Note: The base address of LPDDR is ‘0xA4000000’, where the code will be located. So ‘base_address’ for MFS image is configured to 0xA5000000 to avoid overwriting the code area.
Creating MFS Image:
Once the design is ready, MFS (Memory File System) image needs to be written to memory for testing the web server. The MFS image contains the index.html file which is opened and read when the web server receives
GET command i.e. when a client requests a web page.
copy the following code in text editor and save it as ‘index.html’ in the project directory ‘/SDK/web_server/Debug’.
In Xilinx SDK, go to Xilinx Tools -> Launch Shell.
In command shell, go to the directory where ‘index.html’ is saved, and give the following command to create ‘image.mfs’ file
mfsgen -cvbf image.mfs 400 index.html
Running the Design on Hardware:
Set up the hardware by connecting JTAG, power supply and Ethernet cable.
In Windows, go to Control Panel -> Network and Internet -> Network and Sharing Centre. Double-click on ‘Ethernet’ adapter, click on ‘Properties’, select IPv4 properties and change the IP address, Subnet mask and Default gateway as shown below. If you use any other host operating system, configure the network interface as applicable.

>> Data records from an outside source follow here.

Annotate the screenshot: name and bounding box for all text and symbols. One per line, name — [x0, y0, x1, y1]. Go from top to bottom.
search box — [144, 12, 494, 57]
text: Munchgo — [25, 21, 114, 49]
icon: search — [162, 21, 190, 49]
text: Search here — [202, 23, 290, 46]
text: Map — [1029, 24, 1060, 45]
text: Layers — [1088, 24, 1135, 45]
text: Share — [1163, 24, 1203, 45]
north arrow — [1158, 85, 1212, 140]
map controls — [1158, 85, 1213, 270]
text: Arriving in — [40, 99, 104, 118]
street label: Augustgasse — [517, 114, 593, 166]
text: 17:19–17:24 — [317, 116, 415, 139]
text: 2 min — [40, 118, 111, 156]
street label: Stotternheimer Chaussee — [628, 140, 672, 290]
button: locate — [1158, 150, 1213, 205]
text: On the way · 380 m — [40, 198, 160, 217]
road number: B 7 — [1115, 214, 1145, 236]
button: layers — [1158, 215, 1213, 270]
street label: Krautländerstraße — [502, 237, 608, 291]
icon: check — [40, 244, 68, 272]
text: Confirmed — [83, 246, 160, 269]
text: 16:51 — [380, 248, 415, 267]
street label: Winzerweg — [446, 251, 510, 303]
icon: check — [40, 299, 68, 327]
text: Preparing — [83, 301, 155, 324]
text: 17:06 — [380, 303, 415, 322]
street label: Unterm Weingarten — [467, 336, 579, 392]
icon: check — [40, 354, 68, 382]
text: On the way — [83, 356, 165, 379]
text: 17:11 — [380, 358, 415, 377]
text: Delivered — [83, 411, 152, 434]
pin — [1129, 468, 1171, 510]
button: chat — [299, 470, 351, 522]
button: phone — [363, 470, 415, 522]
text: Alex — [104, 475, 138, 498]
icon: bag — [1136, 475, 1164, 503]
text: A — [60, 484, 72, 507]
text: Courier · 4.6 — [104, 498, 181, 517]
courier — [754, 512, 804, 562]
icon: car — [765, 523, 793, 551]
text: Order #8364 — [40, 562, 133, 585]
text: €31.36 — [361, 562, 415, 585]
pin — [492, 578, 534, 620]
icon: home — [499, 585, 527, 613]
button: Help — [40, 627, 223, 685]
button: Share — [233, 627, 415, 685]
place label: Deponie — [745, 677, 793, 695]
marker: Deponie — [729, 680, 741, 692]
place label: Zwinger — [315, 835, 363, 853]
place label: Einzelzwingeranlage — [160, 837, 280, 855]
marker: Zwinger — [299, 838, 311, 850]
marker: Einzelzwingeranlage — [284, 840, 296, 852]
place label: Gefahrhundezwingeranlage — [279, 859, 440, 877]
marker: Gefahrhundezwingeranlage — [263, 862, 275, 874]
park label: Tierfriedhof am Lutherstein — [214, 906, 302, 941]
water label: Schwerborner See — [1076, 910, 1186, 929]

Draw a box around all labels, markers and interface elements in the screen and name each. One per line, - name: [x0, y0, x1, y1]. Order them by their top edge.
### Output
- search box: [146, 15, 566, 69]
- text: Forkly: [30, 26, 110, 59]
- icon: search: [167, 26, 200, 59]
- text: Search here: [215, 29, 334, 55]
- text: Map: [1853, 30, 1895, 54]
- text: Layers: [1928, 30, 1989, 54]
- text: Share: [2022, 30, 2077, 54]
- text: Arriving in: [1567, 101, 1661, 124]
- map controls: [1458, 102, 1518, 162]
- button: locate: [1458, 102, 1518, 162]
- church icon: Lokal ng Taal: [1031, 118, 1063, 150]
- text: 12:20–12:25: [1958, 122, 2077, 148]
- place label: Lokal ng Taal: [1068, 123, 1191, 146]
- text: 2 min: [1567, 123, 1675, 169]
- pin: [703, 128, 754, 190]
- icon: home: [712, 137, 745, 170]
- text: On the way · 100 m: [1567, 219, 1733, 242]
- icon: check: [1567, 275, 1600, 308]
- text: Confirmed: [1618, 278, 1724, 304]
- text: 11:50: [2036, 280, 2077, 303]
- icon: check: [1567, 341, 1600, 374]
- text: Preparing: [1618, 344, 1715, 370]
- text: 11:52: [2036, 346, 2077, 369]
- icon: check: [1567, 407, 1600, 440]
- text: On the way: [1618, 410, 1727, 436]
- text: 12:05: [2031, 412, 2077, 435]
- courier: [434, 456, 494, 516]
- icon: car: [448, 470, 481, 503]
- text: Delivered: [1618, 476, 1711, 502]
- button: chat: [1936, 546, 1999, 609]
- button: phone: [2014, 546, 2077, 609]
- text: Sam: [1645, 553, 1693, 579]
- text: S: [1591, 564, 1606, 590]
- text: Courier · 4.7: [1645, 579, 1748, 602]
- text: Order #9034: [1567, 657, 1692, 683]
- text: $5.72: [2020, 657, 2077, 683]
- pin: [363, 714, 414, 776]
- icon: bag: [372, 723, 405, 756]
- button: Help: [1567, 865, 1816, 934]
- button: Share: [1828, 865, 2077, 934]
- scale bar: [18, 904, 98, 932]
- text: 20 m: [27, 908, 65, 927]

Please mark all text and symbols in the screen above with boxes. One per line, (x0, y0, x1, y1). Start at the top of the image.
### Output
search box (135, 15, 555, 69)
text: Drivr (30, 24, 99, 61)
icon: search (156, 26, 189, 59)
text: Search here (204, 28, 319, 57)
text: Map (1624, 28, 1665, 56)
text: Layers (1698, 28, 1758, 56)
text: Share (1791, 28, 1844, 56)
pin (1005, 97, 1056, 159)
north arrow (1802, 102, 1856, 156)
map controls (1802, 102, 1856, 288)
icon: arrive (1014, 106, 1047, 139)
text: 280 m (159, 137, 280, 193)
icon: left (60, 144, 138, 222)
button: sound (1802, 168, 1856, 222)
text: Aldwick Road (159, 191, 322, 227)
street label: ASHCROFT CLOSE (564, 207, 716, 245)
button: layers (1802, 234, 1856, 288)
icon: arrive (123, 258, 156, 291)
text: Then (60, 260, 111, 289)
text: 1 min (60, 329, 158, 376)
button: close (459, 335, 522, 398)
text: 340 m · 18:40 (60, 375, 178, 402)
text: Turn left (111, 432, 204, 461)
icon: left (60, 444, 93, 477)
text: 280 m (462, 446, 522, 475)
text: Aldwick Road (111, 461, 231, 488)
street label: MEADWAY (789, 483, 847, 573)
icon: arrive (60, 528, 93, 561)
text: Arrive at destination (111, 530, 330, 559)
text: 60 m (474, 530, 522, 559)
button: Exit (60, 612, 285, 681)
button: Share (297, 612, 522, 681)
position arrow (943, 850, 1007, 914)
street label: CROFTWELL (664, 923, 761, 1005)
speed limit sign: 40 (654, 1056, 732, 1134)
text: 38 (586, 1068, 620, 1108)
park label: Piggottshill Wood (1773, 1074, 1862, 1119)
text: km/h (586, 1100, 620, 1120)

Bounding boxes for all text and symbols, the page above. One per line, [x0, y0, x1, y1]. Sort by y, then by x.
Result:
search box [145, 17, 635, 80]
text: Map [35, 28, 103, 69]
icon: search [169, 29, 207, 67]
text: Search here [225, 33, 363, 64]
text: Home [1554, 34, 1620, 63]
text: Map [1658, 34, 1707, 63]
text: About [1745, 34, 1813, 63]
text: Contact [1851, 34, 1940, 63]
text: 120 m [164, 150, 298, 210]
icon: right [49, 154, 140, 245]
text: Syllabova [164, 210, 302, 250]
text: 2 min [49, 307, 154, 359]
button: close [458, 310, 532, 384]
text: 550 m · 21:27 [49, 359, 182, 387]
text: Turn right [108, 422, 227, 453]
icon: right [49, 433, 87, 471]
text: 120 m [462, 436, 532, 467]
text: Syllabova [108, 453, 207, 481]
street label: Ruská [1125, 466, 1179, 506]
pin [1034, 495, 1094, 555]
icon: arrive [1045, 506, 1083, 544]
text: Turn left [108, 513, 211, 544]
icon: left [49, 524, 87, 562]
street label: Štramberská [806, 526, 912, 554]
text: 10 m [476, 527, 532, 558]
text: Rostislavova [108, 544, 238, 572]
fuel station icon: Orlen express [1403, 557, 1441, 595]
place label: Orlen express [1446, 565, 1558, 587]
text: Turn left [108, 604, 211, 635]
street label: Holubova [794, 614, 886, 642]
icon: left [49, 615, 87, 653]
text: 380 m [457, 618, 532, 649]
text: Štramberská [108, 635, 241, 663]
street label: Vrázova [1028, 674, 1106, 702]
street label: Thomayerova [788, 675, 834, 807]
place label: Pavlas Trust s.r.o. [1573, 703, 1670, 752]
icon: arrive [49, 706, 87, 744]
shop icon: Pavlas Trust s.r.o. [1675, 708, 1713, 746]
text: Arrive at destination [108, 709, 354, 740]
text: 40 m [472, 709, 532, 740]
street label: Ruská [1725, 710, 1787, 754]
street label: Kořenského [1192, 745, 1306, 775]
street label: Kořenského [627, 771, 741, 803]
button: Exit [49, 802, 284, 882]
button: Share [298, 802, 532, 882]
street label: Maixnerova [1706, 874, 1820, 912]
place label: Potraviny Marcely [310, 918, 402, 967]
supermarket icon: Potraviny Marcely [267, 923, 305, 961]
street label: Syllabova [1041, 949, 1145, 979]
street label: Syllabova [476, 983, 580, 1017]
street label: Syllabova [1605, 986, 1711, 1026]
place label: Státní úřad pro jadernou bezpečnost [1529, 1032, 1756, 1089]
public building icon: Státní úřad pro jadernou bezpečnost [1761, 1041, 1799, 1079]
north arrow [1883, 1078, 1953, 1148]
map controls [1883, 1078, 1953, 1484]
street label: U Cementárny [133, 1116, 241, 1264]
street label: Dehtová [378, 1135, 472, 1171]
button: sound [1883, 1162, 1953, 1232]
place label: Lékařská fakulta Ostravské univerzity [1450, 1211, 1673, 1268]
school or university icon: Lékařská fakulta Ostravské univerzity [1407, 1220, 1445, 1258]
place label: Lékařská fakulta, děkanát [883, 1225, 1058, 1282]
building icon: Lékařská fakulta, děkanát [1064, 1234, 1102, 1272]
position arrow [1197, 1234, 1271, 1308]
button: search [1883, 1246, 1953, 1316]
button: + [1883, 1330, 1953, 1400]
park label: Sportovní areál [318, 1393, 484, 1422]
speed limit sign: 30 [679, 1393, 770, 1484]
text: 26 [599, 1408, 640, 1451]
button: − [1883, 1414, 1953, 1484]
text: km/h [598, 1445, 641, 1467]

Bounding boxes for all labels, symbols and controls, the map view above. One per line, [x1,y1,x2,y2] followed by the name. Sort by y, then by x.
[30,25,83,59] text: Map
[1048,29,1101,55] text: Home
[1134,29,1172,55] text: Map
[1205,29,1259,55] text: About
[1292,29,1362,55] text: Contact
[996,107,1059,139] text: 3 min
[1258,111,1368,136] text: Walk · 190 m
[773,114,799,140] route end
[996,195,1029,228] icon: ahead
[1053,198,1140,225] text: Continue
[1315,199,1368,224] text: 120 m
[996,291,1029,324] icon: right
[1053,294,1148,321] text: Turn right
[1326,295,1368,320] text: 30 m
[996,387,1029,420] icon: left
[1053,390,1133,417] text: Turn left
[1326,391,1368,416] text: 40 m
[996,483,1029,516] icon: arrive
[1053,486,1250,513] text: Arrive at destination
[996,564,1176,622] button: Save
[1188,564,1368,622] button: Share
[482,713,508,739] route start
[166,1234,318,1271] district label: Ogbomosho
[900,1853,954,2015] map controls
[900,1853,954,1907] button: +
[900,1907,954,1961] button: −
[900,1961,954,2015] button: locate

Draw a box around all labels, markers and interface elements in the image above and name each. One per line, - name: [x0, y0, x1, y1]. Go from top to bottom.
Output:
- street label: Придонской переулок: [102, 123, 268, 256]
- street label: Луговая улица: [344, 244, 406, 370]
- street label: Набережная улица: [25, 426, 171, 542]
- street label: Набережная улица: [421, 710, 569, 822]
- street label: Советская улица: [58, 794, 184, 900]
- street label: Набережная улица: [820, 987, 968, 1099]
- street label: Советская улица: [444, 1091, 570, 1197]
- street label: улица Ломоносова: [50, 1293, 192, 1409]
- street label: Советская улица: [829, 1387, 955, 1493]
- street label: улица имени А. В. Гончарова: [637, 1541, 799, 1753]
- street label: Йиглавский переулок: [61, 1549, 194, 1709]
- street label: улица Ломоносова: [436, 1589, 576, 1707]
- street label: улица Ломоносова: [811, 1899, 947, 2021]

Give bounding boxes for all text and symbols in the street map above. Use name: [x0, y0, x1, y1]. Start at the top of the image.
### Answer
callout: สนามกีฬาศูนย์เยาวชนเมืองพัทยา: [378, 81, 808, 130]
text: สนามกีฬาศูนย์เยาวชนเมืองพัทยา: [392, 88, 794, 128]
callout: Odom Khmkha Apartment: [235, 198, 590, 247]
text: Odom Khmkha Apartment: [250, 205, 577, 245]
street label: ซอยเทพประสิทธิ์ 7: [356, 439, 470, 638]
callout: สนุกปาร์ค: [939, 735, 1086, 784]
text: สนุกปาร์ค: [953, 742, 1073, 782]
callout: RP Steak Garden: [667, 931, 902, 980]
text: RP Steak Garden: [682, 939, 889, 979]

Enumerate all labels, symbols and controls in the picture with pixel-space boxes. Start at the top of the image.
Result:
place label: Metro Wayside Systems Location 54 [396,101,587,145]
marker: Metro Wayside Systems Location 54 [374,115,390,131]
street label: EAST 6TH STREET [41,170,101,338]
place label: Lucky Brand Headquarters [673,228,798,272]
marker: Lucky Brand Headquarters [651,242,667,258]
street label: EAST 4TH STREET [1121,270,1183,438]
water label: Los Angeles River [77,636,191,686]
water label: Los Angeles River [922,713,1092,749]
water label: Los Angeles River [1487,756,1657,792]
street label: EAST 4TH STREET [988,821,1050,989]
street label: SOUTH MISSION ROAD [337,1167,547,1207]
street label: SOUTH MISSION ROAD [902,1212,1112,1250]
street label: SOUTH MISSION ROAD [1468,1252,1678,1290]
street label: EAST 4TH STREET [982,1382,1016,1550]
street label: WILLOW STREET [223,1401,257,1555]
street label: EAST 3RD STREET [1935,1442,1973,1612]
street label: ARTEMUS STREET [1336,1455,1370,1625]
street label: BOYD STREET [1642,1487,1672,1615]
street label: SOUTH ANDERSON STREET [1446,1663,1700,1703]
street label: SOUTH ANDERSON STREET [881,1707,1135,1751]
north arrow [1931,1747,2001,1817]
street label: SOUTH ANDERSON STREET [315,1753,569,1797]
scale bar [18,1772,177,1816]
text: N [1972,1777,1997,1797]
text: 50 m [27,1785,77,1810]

Open the serial port of Waxwing in any serial terminal application (such as PuTTY) with the Baud-rate set as 9600.
In SDK, go to Xilinx Tools -> Program FPGA and click ‘Program’.
Go to Xilinx Tools -> XMD Console. Enter the following commands in XMD console
connect mb mdm cd SDK/web_server/Debug dow -data image.mfs 0xA5000000 dow web_server.elf con
Open any web browser and enter the following url
It will open the ‘index.html’ file that was stored in MFS image. Click on ‘Toggle LEDs’, to turn on/off LEDs on Waxwing Board and notice the LEDs toggling their state on the Waxwing board.
The serial terminal will show important debug and status information.
That was it! A simple web server running on Waxwing Spartan 6 Development board. You are encouraged to check out the source code and try to improvise it and add additional capabilities to this example design.